**Your task:**
Retype the entries, please, from their first line to the line containing "width:54px; height:54px; display:grid;", exactly and only those lines, minus the pictures.

------ Recorded data

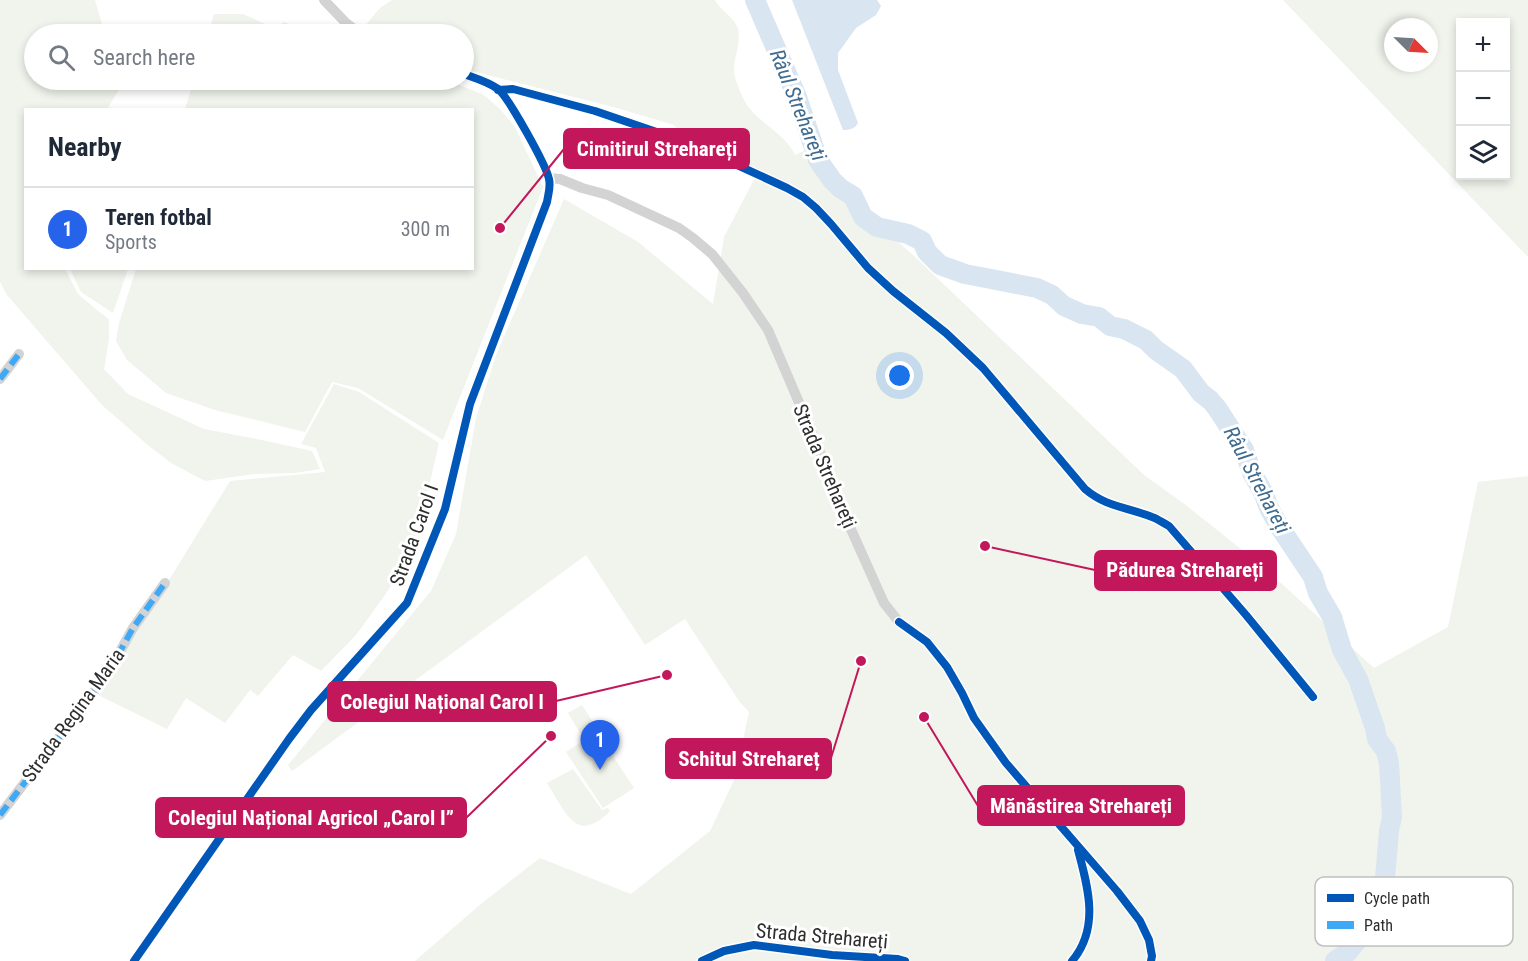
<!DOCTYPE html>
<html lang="en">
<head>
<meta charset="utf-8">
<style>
  body { margin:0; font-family:"Roboto Condensed",sans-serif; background:#f2f2f3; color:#1f2937 }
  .controls { position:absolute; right:18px; top:18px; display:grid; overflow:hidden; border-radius:0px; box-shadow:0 3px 9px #0003 }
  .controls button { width:54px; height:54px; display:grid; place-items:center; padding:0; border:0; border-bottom:2px solid #e0e1e3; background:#fff; color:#1f2937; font:30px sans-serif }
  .compass { position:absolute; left:1384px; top:18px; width:54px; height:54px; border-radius:50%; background:#fff; box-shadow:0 3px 9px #0003; rotate:114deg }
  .you { position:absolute; left:900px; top:376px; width:21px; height:21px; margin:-15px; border:4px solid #fff; border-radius:50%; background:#1a73e8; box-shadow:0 0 0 9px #1a73e833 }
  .badge { display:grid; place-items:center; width:39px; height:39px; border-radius:50%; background:#2563eb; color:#fff; font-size:20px; font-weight:700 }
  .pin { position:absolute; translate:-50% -50px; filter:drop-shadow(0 2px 3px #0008) }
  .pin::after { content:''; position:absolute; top:32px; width:21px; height:18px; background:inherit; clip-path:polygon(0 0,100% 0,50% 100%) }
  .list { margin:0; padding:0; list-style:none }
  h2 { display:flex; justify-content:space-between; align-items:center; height:78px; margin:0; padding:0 24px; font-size:26px }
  h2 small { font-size:20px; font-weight:400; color:#747a83 }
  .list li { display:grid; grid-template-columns:39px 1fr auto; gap:18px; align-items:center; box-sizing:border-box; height:84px; padding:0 24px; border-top:2px solid #e0e1e3 }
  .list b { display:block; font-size:22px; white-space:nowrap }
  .list p { margin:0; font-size:20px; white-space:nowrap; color:#747a83 }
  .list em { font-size:20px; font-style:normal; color:#747a83 }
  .icon { flex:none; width:33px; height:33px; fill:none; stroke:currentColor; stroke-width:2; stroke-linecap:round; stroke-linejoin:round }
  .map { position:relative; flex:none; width:1528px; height:961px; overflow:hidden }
  .search { position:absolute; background:#fff; box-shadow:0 3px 9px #0003; left:24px; top:24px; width:450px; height:66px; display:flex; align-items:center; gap:15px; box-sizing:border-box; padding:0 21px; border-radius:33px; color:#747a83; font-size:22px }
  .panel { position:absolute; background:#fff; box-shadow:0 3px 9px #0003; left:24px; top:108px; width:450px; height:162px; border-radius:0px }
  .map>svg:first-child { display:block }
  .green { fill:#f0f4ec; fill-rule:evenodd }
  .water { fill:#d9e6f1 }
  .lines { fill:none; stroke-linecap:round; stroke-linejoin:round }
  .river { stroke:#d9e6f1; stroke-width:20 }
  .pedestrian { stroke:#d3d3d3; stroke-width:8 }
  .minor { stroke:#d3d3d3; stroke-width:10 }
  .quiet { stroke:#3fa9f5; stroke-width:6; stroke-dasharray:12 6; stroke-linecap:butt }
  .cycleway-casing { stroke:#fff; stroke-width:11 }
  .cycleway { stroke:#0057b8; stroke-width:8 }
  .labels { text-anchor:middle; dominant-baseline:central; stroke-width:6; stroke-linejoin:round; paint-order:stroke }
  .street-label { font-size:20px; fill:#2e2e2e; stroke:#fff }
  .water-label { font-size:21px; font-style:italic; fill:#3e6b8f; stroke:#fff }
  .key { fill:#fff; stroke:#c0c0c0; stroke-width:1.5 }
  .key-label { font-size:16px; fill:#2e2e2e }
  .leader { fill:none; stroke:#c2185b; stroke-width:2 }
  .callout-dot { fill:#c2185b; stroke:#fff; stroke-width:2 }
  .callout { fill:#c2185b; stroke:#c2185b; stroke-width:2 }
  .callout-label { font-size:21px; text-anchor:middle; font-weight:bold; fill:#fff }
</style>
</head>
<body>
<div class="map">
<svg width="1528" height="961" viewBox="0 0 1528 961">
  <rect width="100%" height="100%" fill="#fff"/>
  <path class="green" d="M0,0h95l10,34h-71v46h84l2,8 -13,21 -81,1v158l39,1 13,25 20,17 11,8v20l-5,30 24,25 76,35 53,10 55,12 8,18 -25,4 -41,1 -49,7 -34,-18 -22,-17 -47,-41 -95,-110 -7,-13z
    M392,0h323c5,11 19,16 23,29 3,15 -4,27 -4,42 0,7 9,28 13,34 13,19 39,29 48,50l20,-9 42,59 56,50 231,220 39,28 77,61 114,104 74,-41 30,-145 50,-6v485h-1113l67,-58 58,-45 91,36 79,-63 25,-53 14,-66 -10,-11 -54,-82 -40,26 -59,-90 -294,216 -4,-6 143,-174 25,-57 20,-116 20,-63 68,-156 74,43 75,62 11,-67 33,-63 -68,-31 -15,-18 -57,-17 -153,-39v-35h-102l-3,-1 21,-25z
    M1283,0h245v257zM1506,22v154h-46v-154zM1393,27h36v36h-36z
    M214,14h29l31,14 10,-6 36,12h-112z
    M194,80h253l37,15 16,14 15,18 28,60 -100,253 -85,-52 -26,-6 -27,50 -90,-22 -49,-17 -39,-33 -11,-19 3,-18 17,-54 336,-1v-158l-287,-1z
    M70,269h58l-15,44 -32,-21z
    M334,384l25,8 80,51 -20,87 -20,43 -14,22 -29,40 -35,36 -28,-16 -35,41 -8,-6 -25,33 -39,-25 -19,31 -69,-34 132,-214 95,-9 -9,-24 -15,-4z
    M582,705l14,22 -14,9 -14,-23z
    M597,732l37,56 -31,20 -37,-56z
    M573,769l29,41 6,-2 2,3c-34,35 -45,0 -63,-28z"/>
  <path class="water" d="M792,0h85l4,6 -5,9 -20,13 -18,25v17l20,53c-4,6 -7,7 -15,7z"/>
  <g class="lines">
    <path class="river" d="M755,0l42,97 21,63 14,20 8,8 13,8 10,21 14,10 31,7 14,7 5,11 13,13 25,9 72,14 15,7 12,11 18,8 17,3 11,9 14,3 22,11 10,10 27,19 18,24 9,7 7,8 27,42 8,23 11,19 6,16 10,18 34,51 5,16 14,24 10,33 16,29 17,49 2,11 9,12 3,12 3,54 -3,14 -4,47 -14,27 -11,32 -12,15 -13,9"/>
    <path class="pedestrian" d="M899,622l28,20 20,25 15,26 12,25 32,45 111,128 23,30 9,19 3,16 -1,5
      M702,961l22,-10 30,-6 78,10 66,4 7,2
      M1072,961c29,-33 16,-75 6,-112"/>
    <path class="minor" d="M324,0l22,23 15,11
      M498,90l15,-1 82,22 94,32 98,45 16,9 13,11 15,16 37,44 25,23 53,42 37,35 102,121c21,18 42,18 67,28 6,2 11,6 17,9l77,89 67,82
      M549,178l11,1 22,9 26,7 71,33 14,10 19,16 31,39 25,37 50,117 23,60 43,96 15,19
      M0,379l19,-25
      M0,815l108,-142 25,-45 32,-45
      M134,961l155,-222 22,-29 96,-107 38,-94 25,-105 77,-202c1,-7 4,-15 2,-23 -3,-14 -40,-81 -51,-90 -9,-7 -23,-11 -34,-15"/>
    <path class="quiet" d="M0,379l19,-25
      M0,815l108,-142 25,-45 32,-45"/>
    <defs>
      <path id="cycleway" d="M498,90l15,-1 82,22 94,32 98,45 16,9 13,11 15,16 37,44 25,23 53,42 37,35 102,121c21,18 42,18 67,28 6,2 11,6 17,9l77,89 67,82
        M899,622l28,20 20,25 15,26 12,25 32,45 111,128 23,30 9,19 3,16 -1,5
        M134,961l155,-222 22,-29 96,-107 38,-94 25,-105 77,-202c1,-7 4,-15 2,-23 -3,-14 -40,-81 -51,-90 -9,-7 -23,-11 -34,-15
        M702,961l22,-10 30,-6 78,10 66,4 7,2
        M1072,961c28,-33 16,-74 6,-111"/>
    </defs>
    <use href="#cycleway" class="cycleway-casing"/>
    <use href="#cycleway" class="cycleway"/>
  </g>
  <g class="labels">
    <g class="street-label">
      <text transform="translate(825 466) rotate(67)">Strada Strehareți</text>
      <text transform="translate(414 535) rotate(-70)">Strada Carol I</text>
      <text transform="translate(73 715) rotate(-54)">Strada Regina Maria</text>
      <text transform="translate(822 936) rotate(5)">Strada Strehareți</text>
    </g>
    <g class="water-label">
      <text transform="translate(798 105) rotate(68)">Râul Strehareți</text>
      <text transform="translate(1257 480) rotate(62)">Râul Strehareți</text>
    </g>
  </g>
  <rect x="1315" y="877" width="198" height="69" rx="9" class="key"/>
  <rect x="1327" y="894" width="27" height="8" fill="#0057b8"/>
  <rect x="1327" y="921" width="27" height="8" fill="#3fa9f5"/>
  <g class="key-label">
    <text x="1364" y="904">Cycle path</text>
    <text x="1364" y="931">Path</text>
  </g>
  <path class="leader" d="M500 228L564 149M985 546L1095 570M667 675L556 701M861 661L831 758M924 717L978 806M551 736L466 818"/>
  <g class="callout-dot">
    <circle cx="500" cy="228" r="6"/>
    <circle cx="985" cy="546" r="6"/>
    <circle cx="667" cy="675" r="6"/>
    <circle cx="861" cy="661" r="6"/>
    <circle cx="924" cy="717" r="6"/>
    <circle cx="551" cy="736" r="6"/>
  </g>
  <g class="callout">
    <rect x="564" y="129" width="185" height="39" rx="6"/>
    <rect x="1095" y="551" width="181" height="39" rx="6"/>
    <rect x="328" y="682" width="228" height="39" rx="6"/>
    <rect x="666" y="739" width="165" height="39" rx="6"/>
    <rect x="978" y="786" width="206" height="39" rx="6"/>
    <rect x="156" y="798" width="310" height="39" rx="6"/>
  </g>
  <g class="callout-label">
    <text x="657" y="156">Cimitirul Strehareți</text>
    <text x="1185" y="577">Pădurea Strehareți</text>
    <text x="442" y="709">Colegiul Național Carol l</text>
    <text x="749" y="766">Schitul Strehareț</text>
    <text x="1081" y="813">Mănăstirea Strehareți</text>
    <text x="311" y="825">Colegiul Național Agricol „Carol I”</text>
  </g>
</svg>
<div class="controls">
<button>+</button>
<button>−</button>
<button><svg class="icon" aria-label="layers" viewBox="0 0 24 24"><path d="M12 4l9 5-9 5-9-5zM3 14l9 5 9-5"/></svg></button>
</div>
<svg class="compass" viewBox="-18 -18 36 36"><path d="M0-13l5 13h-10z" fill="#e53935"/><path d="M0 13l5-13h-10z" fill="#747a83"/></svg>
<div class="you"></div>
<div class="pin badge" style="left:600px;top:770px">1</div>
<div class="search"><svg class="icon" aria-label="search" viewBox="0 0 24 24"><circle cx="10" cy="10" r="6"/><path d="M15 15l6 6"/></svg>Search here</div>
<section class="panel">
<h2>Nearby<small></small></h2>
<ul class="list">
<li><span class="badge">1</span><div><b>Teren fotbal</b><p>Sports</p></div><em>300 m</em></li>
</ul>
</section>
</div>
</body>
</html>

------------

**Written answer:**
<!DOCTYPE html>
<html lang="en">
<head>
<meta charset="utf-8">
<style>
  body { margin:0; font-family:"Roboto Condensed",sans-serif; background:#f2f2f3; color:#1f2937 }
  .controls { position:absolute; right:18px; top:18px; display:grid; overflow:hidden; border-radius:0px; box-shadow:0 3px 9px #0003 }
  .controls button { width:54px; height:54px; display:grid; place-items:center; padding:0; border:0; border-bottom:2px solid #e0e1e3; background:#fff; color:#1f2937; font:30px sans-serif }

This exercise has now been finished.